What Heinlein fans ignore, of course, is that the network wasn’t electronic, it was a series of pneumatic tubes. And the New York Times has a paywall. Heinlein got more wrong than he got right. By 2000, he said, we’d have a cure for cancer and colds, found life on Mars and be travelling across America on conveyor belts.

He’s in good company. Despite the shelves of prose dedicated to meteorites, alien invasions, climate catastrophes and zombie-cowboy epidemics, Earth stands pretty much as it did 5,000 years ago. And it’s neither dystopian nor utopian: we just have a lot people living longer and happier with a slightly unhealthy interest in Kardashian butts.

We all suffer from ‘survivor bias’ – the tendency to remember only the correct predictions. It’s a futurist’s version of wishful thinking.

That said, life’s no fun without baseless assertions.
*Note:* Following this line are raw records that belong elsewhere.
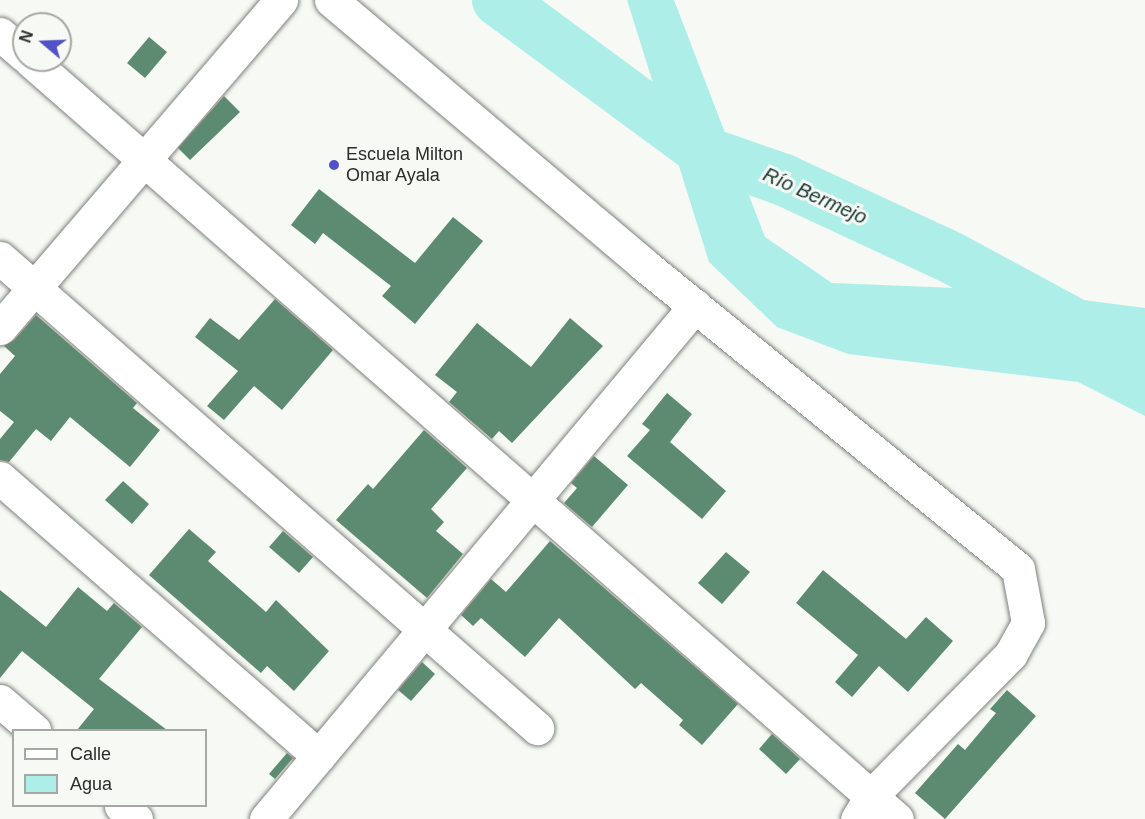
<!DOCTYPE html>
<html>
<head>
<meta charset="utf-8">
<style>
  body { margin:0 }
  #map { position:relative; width:1145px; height:819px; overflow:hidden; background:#f7faf4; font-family:Helvetica,sans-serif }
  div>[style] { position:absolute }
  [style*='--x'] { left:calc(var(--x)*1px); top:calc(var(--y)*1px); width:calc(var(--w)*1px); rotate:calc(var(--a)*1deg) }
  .water>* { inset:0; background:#adeee8 }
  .river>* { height:52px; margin:-26px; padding:0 26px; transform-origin:26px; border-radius:26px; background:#adeee8 }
  .building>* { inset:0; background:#5c8b71 }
  .roads { filter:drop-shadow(0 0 2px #7e817b) drop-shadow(0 0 2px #7e817b) }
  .street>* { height:33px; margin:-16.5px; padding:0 16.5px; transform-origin:16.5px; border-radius:16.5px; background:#fff }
  .dots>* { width:16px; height:16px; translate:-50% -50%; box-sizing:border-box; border:3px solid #f7faf4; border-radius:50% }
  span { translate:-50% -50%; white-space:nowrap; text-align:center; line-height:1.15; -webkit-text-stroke:6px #f7faf4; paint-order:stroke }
  .poi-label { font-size:18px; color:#2b2d2a }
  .left { translate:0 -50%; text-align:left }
  .water-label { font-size:20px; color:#153533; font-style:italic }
  .legend { position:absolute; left:12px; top:729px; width:195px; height:78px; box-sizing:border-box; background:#f7faf4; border:2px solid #a5a8a3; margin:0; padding:8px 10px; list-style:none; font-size:18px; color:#2b2d2a }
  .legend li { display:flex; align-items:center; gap:12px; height:30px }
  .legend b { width:30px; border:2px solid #a5a8a3 }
  .north { position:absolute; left:12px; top:12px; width:60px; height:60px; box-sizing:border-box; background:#f7faf4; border:2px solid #a5a8a3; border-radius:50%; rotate:289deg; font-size:16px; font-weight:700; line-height:24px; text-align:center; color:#2b2d2a }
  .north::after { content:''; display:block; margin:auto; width:21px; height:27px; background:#5251c8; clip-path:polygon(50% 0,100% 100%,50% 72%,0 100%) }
</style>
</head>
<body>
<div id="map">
  <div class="water">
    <div style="clip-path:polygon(627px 0,674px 0,765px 237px,832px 283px,1006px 290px,1145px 308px,1145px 416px,1078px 382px,848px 354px,777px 327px,709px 262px)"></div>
  </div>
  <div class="river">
    <div style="--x:498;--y:0;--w:256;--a:36.4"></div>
    <div style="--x:704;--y:152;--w:85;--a:19.3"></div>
    <div style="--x:784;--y:180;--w:185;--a:24.9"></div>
    <div style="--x:952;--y:258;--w:164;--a:28.4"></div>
    <div style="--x:1096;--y:336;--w:61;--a:37.1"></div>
  </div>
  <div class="building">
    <div style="clip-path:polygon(149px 37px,167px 52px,145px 78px,127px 63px)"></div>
    <div style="clip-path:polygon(224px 96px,240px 112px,190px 160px,178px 148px)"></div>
    <div style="clip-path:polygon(319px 189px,415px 263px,453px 217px,483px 241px,415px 324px,382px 296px,391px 286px,323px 233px,315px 244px,291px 225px)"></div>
    <div style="clip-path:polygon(275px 299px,333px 350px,282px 410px,254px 386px,224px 420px,207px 406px,238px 371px,195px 337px,210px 318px,239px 340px)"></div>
    <div style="clip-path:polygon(36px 315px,137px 403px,133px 408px,160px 430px,130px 467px,70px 417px,51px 441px,36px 429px,9px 462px,0 460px,0 439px,14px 422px,0 411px,0 374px,15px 356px,4px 346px,14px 340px)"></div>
    <div style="clip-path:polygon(570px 318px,603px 346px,512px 443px,499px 431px,492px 439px,449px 402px,457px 392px,435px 375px,477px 323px,531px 367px)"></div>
    <div style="clip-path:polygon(667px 393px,692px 414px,670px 442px,726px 491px,702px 519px,627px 456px,650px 430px,642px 424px)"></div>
    <div style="clip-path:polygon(424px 430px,467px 468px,431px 509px,444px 522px,436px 531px,463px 554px,427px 598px,336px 520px,368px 484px,373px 489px)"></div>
    <div style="clip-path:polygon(594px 456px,628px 485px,592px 527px,564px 503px,577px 488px,571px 483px)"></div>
    <div style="clip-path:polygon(123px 481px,149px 504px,132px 524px,105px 500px)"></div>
    <div style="clip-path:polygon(189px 529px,216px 552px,208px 561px,266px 612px,276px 600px,329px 651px,294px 691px,267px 666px,261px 673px,149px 575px)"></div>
    <div style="clip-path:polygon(283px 531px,313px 557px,299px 573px,269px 547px)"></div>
    <div style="clip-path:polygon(550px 541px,738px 704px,702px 745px,679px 725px,683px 720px,641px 683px,635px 689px,559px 618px,525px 657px,481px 618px,473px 626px,461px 615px,491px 579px,506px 592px)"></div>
    <div style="clip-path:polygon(726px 552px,750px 572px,722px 604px,698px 583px)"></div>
    <div style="clip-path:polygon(823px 570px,906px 639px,926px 617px,953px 641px,908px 692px,879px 666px,852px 697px,835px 682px,858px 655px,796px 603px)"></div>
    <div style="clip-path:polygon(78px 587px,107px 611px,114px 603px,142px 627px,99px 679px,167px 730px,77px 730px,94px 709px,22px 651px,0 678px,0 590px,46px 627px)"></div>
    <div style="clip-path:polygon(422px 662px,435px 674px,411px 701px,398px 690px)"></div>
    <div style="clip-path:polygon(1007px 690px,1036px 716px,945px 819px,915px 793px,958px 744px,965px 750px,996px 713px,990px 709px)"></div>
    <div style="clip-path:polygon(772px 734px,800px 759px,786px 774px,759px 749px)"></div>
    <div style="clip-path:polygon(287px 753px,293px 758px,275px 779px,269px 774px)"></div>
  </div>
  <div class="roads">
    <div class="street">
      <div style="--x:331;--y:0;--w:409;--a:40.2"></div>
      <div style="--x:643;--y:264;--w:483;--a:39.1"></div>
      <div style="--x:1018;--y:569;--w:55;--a:79.5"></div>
      <div style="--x:1028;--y:623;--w:35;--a:119"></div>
      <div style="--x:1011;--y:654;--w:199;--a:134.6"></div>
      <div style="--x:871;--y:796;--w:27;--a:121"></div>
      <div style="--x:0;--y:34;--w:32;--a:41"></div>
      <div style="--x:30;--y:60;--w:1152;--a:41.2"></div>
      <div style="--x:0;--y:258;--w:714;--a:41.19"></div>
      <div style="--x:0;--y:328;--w:432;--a:-49.4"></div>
      <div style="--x:0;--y:478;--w:423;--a:41.1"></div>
      <div style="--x:0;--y:701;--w:45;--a:40.5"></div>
      <div style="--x:121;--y:806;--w:20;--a:41"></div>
      <div style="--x:266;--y:819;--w:669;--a:-50.1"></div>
    </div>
  </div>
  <div class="dots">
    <div style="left:334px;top:165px;background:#5251c8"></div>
  </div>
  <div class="poi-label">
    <span class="left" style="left:346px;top:165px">Escuela Milton<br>Omar Ayala</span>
  </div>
  <div class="water-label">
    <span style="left:815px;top:196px;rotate:24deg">Río Bermejo</span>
  </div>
  <ul class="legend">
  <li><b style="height:8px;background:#fff"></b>Calle</li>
  <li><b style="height:16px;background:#adeee8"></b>Agua</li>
  </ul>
  <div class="north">N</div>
</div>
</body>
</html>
As a sci-fi nut, I feel well equipped to predict what will happen to humanity. Here’s five, sure-as-eggs futures that have the ring of truth about them.

Sex changers

Longevity combined with genetic manipulation will allow us to change our sex over the course of our 1,000-year lives. That’s how humans live in the Culture series by Iain M Banks. The Scottish author imagined a universe where humans and aliens live in peace thanks to the benign dictatorship of kindly AIs, called Minds. With scarcity and disgruntlements eliminated, humans devote themselves to pleasure with their genetically enhanced bodies – except for a species of religious nutcases who hate the Minds and want a life free of machines. What could go wrong?

Man-machine matrix

Observing how absorbed kids became with 1980s video games, William Gibson invented the idea of cyberspace, where man and machine are indistinguishable and the question of what’s real becomes moot. Gibson’s book Neuromancer launched the cyberpunk genre that reached its apogee in the Matrix and Avatar. The ‘future you’ is as digital as it is biological. As the memorialized pages of Facebook already hint at.

Worm-hole travelers

No, we won’t be travelling faster than light, but we will be traversing the universe thanks to short cuts envisaged in the 1950s kids’ classic A Wrinkle in Time. Foreseeing a time when humans could manipulate the quantum level of existence, Madeleine L’Engle had her characters ‘tesseract’, or take a short cut, across the universe. It’s not that mad. In 1935 Albert Einstein published a paper suggesting a collapse in space-time could shrink the distance between objects. Officially called Einstein-Rosen Bridges they got a new name in 1957: wormholes.

The end of money

In Star Trek: The Next Generation, money has been made redundant thanks to a brilliant machine called a replicator that can materialise anything, on the spot. A bit like a 3D printer, it’s the machine to end all machines, creating a world of abundance and eliminating the need for a value of exchange. In the future we’ll all have to strive for something else godless and vain (see point one).

Anti-grav

And finally, the dream of so many sci-fi stories, including my own brilliant unpublished work Concordia: Erebus Unveiled (get in touch publishers!), must include bikes, ships and cities that float free of gravity. Using the polarity of nuclear fusion-powered electron magnets these floating transports allow for frictionless travel and the kind of floating luxury you see these days on cruise ships. The future, for some, looks more like The Love Boat than Mad Max.